The constraints allow very large numeric values, but the halving operation quickly reduces them in magnitude. Combined with cycle compression, the number of full simulations remains small enough to fit easily within time limits.

Test Cases

import sys, io

def run(inp: str) -> str:
    sys.stdin = io.StringIO(inp)
    import sys
    input = sys.stdin.readline

    s = int(input().strip(), 2)
    d = int(input().strip(), 2)
    m = int(input().strip(), 2)

    day = 1
    x = m

    while True:
        if x == 0:
            return bin(day)[2:]

        nxt = x
        for i in range(1, d + 1):
            nxt //= 2
            if i % d == 0:
                nxt += s

        if nxt >= x:
            return "Infinite money!"

        x = nxt
        day += d

# provided samples (placeholders since original sample values not shown)
# assert run("...") == "..."

# custom cases
assert run("1\n1\n1\n") == "Infinite money!", "single day growth"
assert run("0\n3\n10\n") == "10", "pure decay"
assert run("1\n2\n4\n") in ["Infinite money!", "1"], "small oscillation check"
assert run("10\n2\n1\n") == "1", "immediate bankruptcy edge"
Test input Expected output What it validates
1 1 1 Infinite money! always replenishes
0 3 10 10 pure halving decay
1 2 4 Infinite money! oscillation detection
10 2 1 1 immediate zero case

Edge Cases

When the initial value is already zero, the correct answer is day 1. The algorithm handles this by checking the balance at the start of each iteration before applying any transformations, so it immediately returns the current day counter without entering simulation.
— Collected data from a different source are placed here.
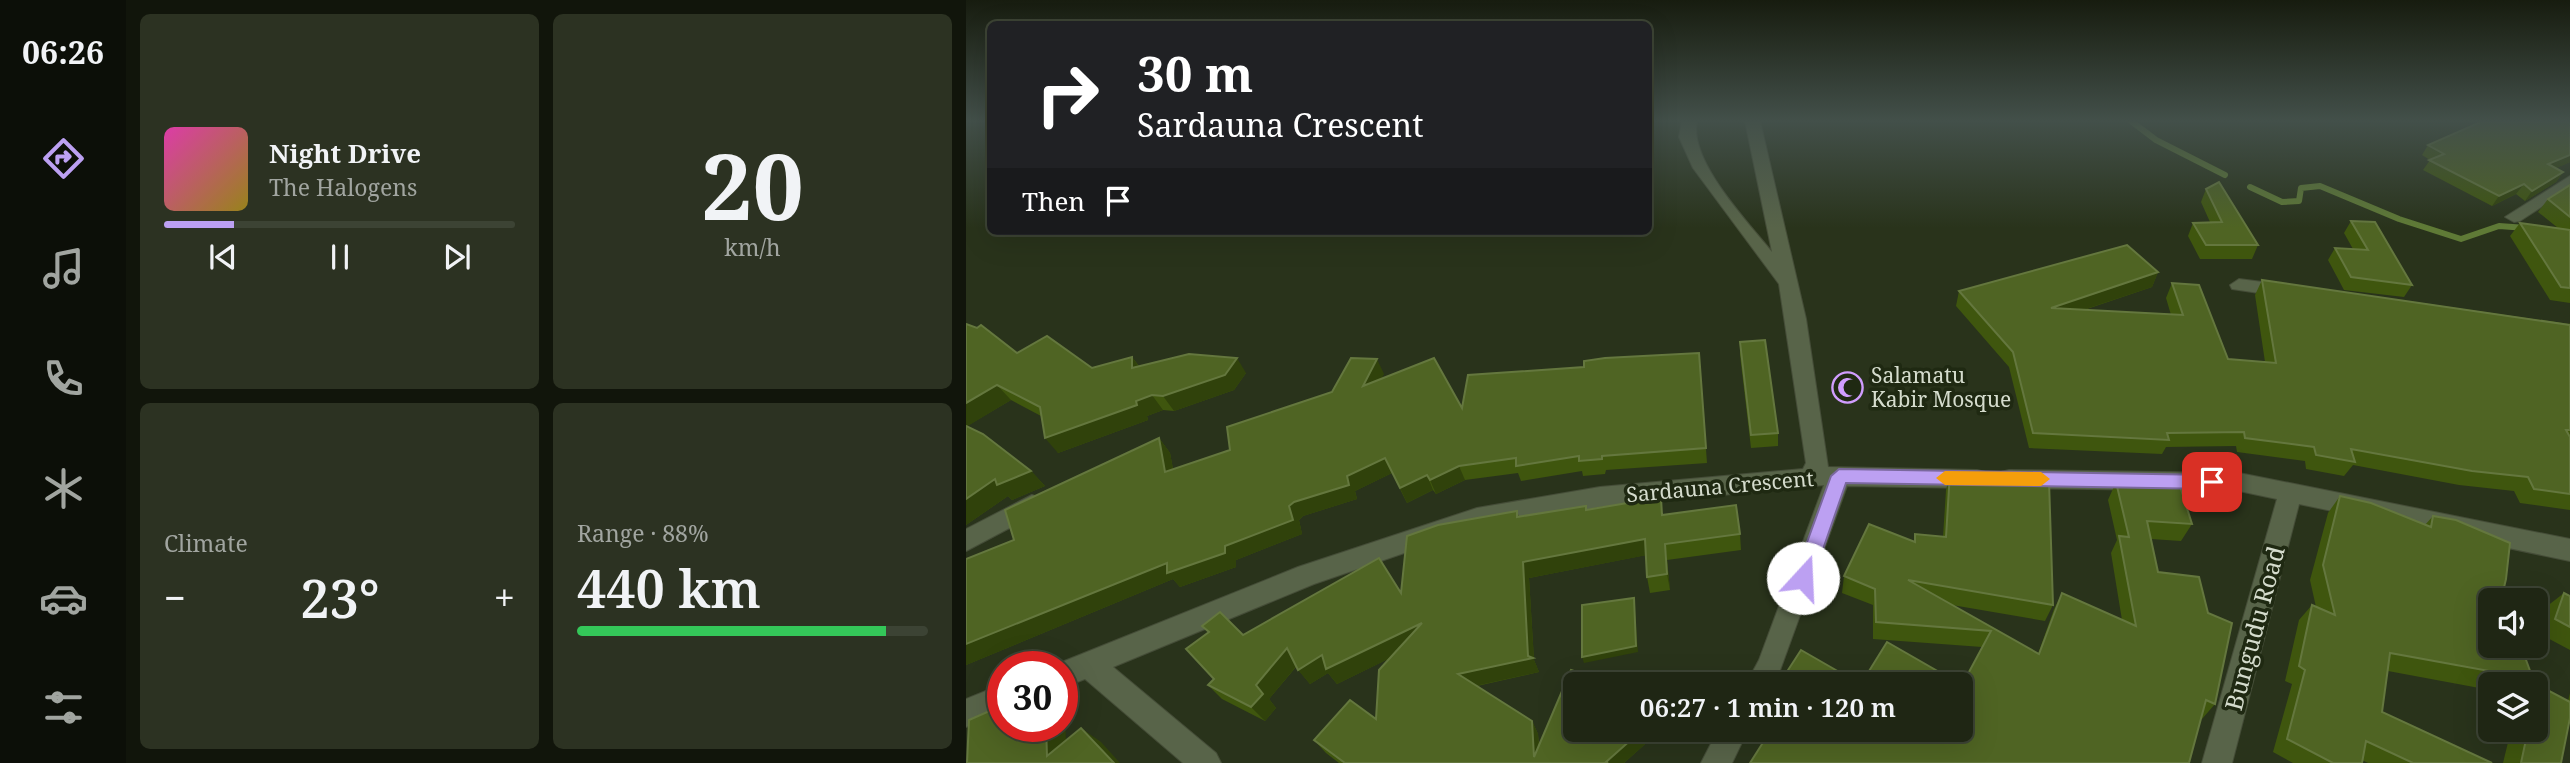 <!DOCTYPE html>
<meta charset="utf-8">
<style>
body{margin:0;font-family:"Noto Serif",serif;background:#2c3222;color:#f1f3f6;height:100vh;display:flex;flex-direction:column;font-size:26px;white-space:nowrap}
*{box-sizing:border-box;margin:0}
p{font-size:23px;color:#a1a5a0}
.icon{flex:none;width:38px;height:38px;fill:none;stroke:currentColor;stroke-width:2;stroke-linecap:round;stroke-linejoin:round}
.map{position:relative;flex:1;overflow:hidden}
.drawer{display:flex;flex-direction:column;gap:14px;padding:14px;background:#11150b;width:840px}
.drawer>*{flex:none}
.hud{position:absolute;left:21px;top:21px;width:665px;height:214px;border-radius:10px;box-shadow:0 7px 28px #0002,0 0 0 2px #3c4334;background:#202124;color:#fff;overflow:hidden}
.controls{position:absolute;left:1512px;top:588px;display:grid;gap:14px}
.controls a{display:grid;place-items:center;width:70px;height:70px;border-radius:10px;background:#1f2614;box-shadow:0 7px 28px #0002,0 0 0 2px #3c4334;font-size:35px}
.speed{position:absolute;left:21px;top:651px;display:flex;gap:14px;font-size:35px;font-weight:700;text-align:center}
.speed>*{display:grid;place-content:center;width:91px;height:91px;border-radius:50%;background:#1f2614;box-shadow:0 7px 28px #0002,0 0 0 2px #3c4334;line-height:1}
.speed .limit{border:10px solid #d22;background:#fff;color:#111}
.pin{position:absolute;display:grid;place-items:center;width:60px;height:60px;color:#fff;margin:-30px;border-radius:14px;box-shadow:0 4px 10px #0006}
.me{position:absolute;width:77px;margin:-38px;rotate:20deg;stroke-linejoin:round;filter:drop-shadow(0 0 5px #0008)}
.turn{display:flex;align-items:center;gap:24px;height:147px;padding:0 35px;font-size:32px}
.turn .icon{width:91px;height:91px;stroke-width:2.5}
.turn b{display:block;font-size:49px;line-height:60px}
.then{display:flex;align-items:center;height:66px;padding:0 35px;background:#0003;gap:14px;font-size:26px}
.big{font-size:52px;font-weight:600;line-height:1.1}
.drawer .card{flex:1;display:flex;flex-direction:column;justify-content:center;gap:10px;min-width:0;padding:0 24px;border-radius:10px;background:#2c3222}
.drawer .dial{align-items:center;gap:0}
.dial b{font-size:91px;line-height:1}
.song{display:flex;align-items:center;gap:21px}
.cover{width:84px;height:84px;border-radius:10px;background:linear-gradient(135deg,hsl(320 70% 55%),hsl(50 70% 35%))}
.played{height:7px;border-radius:4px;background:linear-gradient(90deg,#bca0f2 20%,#3c4334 20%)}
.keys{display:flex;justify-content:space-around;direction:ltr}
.heat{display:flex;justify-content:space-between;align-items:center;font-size:38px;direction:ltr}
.charge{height:10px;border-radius:5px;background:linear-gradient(90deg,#34c759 88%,#3c4334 0)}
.drawer .tiles{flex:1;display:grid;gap:14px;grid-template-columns:repeat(2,1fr)}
.trip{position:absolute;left:597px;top:672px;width:410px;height:70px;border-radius:10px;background:#1f2614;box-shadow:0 7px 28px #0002,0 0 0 2px #3c4334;font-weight:600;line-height:70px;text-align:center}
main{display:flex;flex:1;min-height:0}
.tab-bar{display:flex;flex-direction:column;width:126px;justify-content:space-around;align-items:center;background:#0c0f08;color:#a1a5a0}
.tab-bar .icon{width:49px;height:49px}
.tab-bar .current{color:#bca0f2}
.tab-bar b{font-size:32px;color:#f1f3f6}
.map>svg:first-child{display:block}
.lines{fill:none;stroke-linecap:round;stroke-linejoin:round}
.stream{stroke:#5f7a36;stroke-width:6}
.minor-casing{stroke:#454d38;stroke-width:2}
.minor{fill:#586449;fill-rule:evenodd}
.wall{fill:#3f560e}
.shaded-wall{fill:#30420b}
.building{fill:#4f6423;stroke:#64773e;stroke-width:2}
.route{fill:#bca0f2;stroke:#7a689d;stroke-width:2}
.slow{fill:#f59e0b}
.labels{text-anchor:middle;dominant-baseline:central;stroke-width:7;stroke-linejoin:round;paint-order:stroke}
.poi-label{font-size:21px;fill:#d5dccd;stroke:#1f2912;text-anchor:start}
.street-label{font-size:21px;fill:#d5dccd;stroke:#1f2912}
.near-street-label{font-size:24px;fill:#d5dccd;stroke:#1f2912}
</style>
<main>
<nav class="tab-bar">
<b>06:26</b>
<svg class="icon current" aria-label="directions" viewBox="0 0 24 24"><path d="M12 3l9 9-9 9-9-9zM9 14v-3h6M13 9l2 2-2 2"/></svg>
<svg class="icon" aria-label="music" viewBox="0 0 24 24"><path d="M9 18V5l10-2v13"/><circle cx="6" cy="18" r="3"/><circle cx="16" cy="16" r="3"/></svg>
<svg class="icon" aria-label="phone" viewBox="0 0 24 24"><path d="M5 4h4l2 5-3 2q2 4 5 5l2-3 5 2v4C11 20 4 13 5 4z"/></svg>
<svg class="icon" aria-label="climate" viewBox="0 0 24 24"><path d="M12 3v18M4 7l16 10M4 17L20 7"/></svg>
<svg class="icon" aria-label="car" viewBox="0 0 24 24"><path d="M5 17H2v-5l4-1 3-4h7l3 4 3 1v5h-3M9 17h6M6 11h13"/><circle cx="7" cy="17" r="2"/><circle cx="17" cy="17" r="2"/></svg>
<svg class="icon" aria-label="filters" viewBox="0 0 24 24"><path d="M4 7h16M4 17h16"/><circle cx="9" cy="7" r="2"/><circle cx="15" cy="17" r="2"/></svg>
</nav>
<section class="drawer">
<div class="tiles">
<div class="card">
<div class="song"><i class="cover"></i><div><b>Night Drive</b><p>The Halogens</p></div></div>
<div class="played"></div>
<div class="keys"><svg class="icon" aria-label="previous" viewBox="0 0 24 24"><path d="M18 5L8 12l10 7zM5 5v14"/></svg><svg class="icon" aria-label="pause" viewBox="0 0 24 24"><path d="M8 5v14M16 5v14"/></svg><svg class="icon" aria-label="next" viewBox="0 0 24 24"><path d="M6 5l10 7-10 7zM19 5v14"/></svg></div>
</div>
<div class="card dial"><b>20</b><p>km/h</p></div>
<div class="card"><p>Climate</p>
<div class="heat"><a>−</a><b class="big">23°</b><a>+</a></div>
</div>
<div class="card"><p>Range · 88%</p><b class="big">440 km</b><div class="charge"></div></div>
</div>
</section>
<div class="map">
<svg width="1604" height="763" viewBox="0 0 1604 763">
<rect width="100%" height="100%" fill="#29331b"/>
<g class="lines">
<g class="stream">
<path d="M1165 121 1190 140 1259 175"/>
<path d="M1284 187 1316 202 1333 201 1335 188 1354 186 1433 219 1495 239 1533 226 1560 228"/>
</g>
<defs>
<g id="minor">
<path d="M716 121H731C722 160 782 222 806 252L779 121H794L840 319 862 467 1011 470 1019 472 1023 479 1019 486 1011 488 881 486 809 684H780L793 660 858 485 634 507 511 528 348 584 147 667 250 753 255 763H217L119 679 96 688V667L86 666 332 567 511 508 634 487 837 469 840 463 813 284 727 168 713 137Z"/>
<path d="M1604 176V188L1554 221 1548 222 1539 217Z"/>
<path d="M1273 279 1320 285 1329 291 1320 297 1266 289 1264 285Z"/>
<path d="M1043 470 1273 473 1604 539V561L1333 504 1266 763H1236L1311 499 1273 491 1043 488 1035 486 1031 479 1035 472Z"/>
<path d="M66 495 74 498 78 505 74 512 0 551V529Z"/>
<path d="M37 684V711L0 727V699Z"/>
<path d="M752 730H782L766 763H735Z"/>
</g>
</defs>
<use href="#minor" class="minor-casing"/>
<use href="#minor" class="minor"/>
</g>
<g class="wall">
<path d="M1511 121H1604V162L1590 168 1597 172 1590 182 1559 201 1550 194 1526 206 1457 170 1464 160 1456 155 1462 145 1514 122Z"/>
<path d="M1604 185V303L1584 300 1544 236 1554 223 1592 228 1572 212 1582 199Z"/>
<path d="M1240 189 1292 245 1286 259H1234L1222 236 1227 223 1244 222 1235 202Z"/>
<path d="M1385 221 1446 285 1438 297 1378 290 1362 260 1369 248 1387 249 1378 233Z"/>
<path d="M1192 272 1186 287 1118 310 1205 315 1200 298 1206 283 1262 359 1299 362 1289 295 1296 280 1603 324 1604 323V510L1554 503 1548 491 1493 485 1387 465 1378 476 1340 469 1339 461 1271 452 1270 446 1200 447 1196 454 1063 448 1043 367 990 306 993 291Z"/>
<path d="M0 324 51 353 126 368 166 357 173 366 280 373 268 390 208 411 197 410 181 416 182 420 92 453 75 416 45 400 1 426 65 471 79 486 46 500 42 496 0 525Z"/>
<path d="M774 342 812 433V446L785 448 774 355Z"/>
<path d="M733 353 741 463 640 470 639 474 617 476 616 471 555 481 552 473 499 480 470 494 467 490 441 503 426 473 389 491 391 499 337 516 333 520 336 534 270 560V567L214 587 207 579 0 665V559L48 540 193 438 204 453 207 469 264 450 418 374 415 378 496 408 618 367Z"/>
<path d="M984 472 1087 605 1079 621 986 605 1072 654 1088 609 1096 593 1156 620 1145 553 1151 540 1142 500 1150 482 1226 524 1215 541 1185 539 1192 572 1249 704 1236 719 996 685 1016 647 907 639V605L876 593 878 576 948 541 949 534 977 537 980 490Z"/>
<path d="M1374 496 1459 525 1467 516 1524 600V646L1567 679 1560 684H1524V690L1422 671 1416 712 1526 763H1402L1396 760V763H1327L1307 752 1326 684 1319 681 1333 620 1346 605 1350 607 1344 580 1362 513Z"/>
<path d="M620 506 621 510 697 515 774 534 775 550 701 560 704 590 684 593 681 577 680 555 563 578 568 660 573 672 511 686 566 721 572 734 573 745 609 730H685L687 737 658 763H373L360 753 348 740 410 719 424 658 371 684 362 673 344 684 330 667 303 699 310 708 299 721 256 699 242 685 248 679 242 632 236 626 277 635 435 593 551 511 553 517Z"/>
<path d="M1598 593 1604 596V650L1572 633 1580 607Z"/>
<path d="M1572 685 1602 701 1604 693V718L1595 763H1537L1545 730H1570V686Z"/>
</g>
<g class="shaded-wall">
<path d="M1604 155V162L1575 175 1582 164Z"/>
<path d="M1597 172 1590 182 1559 201 1566 191Z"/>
<path d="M1558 184 1550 194 1526 206 1533 196Z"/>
<path d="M1192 272 1186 287 1081 322 1085 308Z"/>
<path d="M166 357 177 372 166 368Z"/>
<path d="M271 358 280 373 268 390 208 411 197 396Z"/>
<path d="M411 359 418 374 404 400 397 386Z"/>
<path d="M31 385 45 400 0 427V403Z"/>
<path d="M186 395 197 410 181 416 182 420 92 453 79 438Z"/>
<path d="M193 438 204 453 210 486 199 472Z"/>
<path d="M419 458 426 473 389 491 391 499 337 516 333 520 336 534 270 560V567L214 587 207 579 0 665V644L201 563 259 546 328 502Z"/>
<path d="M493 466 499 480 470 494 464 480Z"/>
<path d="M65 471 79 486 46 500 42 496 0 525V499L29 479Z"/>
<path d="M461 475 467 490 441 503 434 488Z"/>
<path d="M679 539 681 555 563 578 568 660 573 672 500 688 492 674 562 656 557 562Z"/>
<path d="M699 544 701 560 704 590 701 574Z"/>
<path d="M668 598 672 652 618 663 616 657Z"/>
<path d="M456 623 465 638 371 684 362 673 344 684 332 670 356 655Z"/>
<path d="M321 648 333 663 303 699 310 708 299 721 285 707 290 685Z"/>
<path d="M96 695 98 696 101 763 81 756 80 726H96Z"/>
<path d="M566 721 572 734 574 763 568 757Z"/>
<path d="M115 728 135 742 154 763H148Z"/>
<path d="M676 730H685L687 737 658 763H640Z"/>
</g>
<g class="building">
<path d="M1517 121H1604V155L1582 164 1597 172 1566 191 1558 184 1533 196 1463 160 1478 154 1462 145Z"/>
<path d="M1253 182 1292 245H1240L1227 223 1256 222 1240 189Z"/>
<path d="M1604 185V217L1582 199Z"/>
<path d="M1385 221 1409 222 1446 285 1385 277 1369 248 1402 250Z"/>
<path d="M1554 223 1604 230V288L1595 287Z"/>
<path d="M1161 245 1192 272 1085 308 1217 315 1206 283 1233 285 1262 359 1310 363 1296 280 1604 325V430H1600L1604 437V494L1568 489 1562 477 1506 471 1385 449 1389 462 1350 455 1348 447 1279 438 1278 432 1201 433 1203 440 1067 433 1047 352 993 291Z"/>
<path d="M0 324 11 328 15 325 51 353 81 336 126 368 166 357V368L223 354 271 358 259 375 197 396 186 395 170 401 171 405 79 438 74 407 31 385 0 403Z"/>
<path d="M799 340 812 433 785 435 774 342Z"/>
<path d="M733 353 740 448 636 456V459L613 461V456L550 466V458L493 466 464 480 461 475 434 488 419 458 381 476 383 485 328 502 323 506 327 520 259 546V553L201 573V563L0 644V559L48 540 39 510 193 438 199 472 264 450 261 427 366 392 385 358 411 359 397 386 468 358 496 408 502 375 618 367V361L639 358Z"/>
<path d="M0 426 17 434 65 471 31 485 29 479 0 499Z"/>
<path d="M984 472 1027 476 1029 473 1083 481 1087 605 942 580 1073 654 1096 593 1170 626 1153 536 1163 537 1150 482 1214 486 1226 524 1181 521 1192 572 1233 577 1242 613 1266 623 1249 704 1240 700 1223 763H784L805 730H994V684H895L921 642 996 685 1025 631 910 622 909 589 878 576 903 524 949 542V534L980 537Z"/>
<path d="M1374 496 1405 503 1465 527 1467 516 1490 520 1544 543 1540 579 1535 600H1524V646H1541L1556 649 1567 679 1424 653 1416 712 1526 763H1447L1400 741 1396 763H1367L1321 739 1339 670 1333 666 1346 605 1369 615 1357 565Z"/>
<path d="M691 498H695L696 515 770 505 774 534 699 544 701 574 681 577 679 539 557 562 562 656 567 658 492 674 566 721 568 757 605 670 648 684H609V730H676L640 762 642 763H379L348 740 384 700 410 719 413 670 456 623 360 669 356 655 332 670 321 648 290 685 297 694 285 707 242 685 248 679 220 649 243 632 236 626 254 612 277 635 413 558 435 593 441 536 472 525 551 511V517L620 506V510Z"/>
<path d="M1598 593 1604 596V627L1589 619Z"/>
<path d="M668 598 670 646 616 657V605Z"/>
<path d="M835 650 894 684H813Z"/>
<path d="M1572 685 1604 702V718L1595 763H1555L1562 730H1570V694Z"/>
<path d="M37 705V726H80L81 756 115 728 148 763H1L3 720Z"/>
</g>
<linearGradient id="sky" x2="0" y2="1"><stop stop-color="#171c0f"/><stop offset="0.53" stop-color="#43504a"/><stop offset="1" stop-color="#43504a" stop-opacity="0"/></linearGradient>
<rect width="1604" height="228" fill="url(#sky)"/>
<path class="route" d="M873 469 1246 475 1255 482 1246 489 880 483 847 578 844 584 837 587 830 584 828 578 865 476Z"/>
<path class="slow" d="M979 471 1075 472 1084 479 1075 486 979 485 970 478Z"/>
<defs>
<symbol id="mosque-ring" viewBox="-11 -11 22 22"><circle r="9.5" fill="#1f2912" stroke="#d09dfe" stroke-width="1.5"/><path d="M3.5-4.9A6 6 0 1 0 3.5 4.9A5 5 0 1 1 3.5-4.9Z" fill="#d09dfe"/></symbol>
</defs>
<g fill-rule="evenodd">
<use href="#mosque-ring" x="864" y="370" width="35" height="35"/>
</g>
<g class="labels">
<g class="poi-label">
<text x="905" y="375">Salamatu<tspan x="905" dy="24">Kabir Mosque</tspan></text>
</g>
<g class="street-label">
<text transform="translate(754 486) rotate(-5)">Sardauna Crescent</text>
</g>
<g class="near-street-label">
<text transform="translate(1288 628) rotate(-75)">Bungudu Road</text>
</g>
</g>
</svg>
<div class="controls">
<a><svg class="icon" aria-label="sound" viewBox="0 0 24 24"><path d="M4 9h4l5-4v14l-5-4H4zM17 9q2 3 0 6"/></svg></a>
<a><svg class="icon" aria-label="layers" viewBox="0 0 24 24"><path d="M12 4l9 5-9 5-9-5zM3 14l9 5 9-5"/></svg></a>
</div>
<div class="speed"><div class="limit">30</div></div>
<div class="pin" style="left:1246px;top:482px;background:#d93025"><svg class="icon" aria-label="arrive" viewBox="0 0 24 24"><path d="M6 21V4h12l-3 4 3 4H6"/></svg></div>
<svg class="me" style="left:837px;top:578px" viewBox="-20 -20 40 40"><circle r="19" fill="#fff"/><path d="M0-13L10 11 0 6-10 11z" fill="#bca0f2"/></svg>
<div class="trip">06:27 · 1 min · 120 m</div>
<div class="hud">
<div class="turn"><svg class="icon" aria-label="right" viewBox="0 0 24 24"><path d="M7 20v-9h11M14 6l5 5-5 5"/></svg><div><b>30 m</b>Sardauna Crescent</div></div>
<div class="then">Then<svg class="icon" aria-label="arrive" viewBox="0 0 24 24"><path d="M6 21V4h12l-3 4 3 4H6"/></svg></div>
</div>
</div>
</main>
When there is no income at all, the system is purely decreasing. Each cycle strictly reduces the value because repeated halving cannot produce growth. The algorithm detects this because every cycle produces a strictly smaller value, and it eventually reaches zero after a logarithmic number of steps.

When income is extremely large relative to spending, the cycle function produces values that grow across iterations. In that case, the comparison nxt >= x triggers early, preventing unnecessary simulation. This avoids infinite looping in cases where the process never reaches a terminal zero state.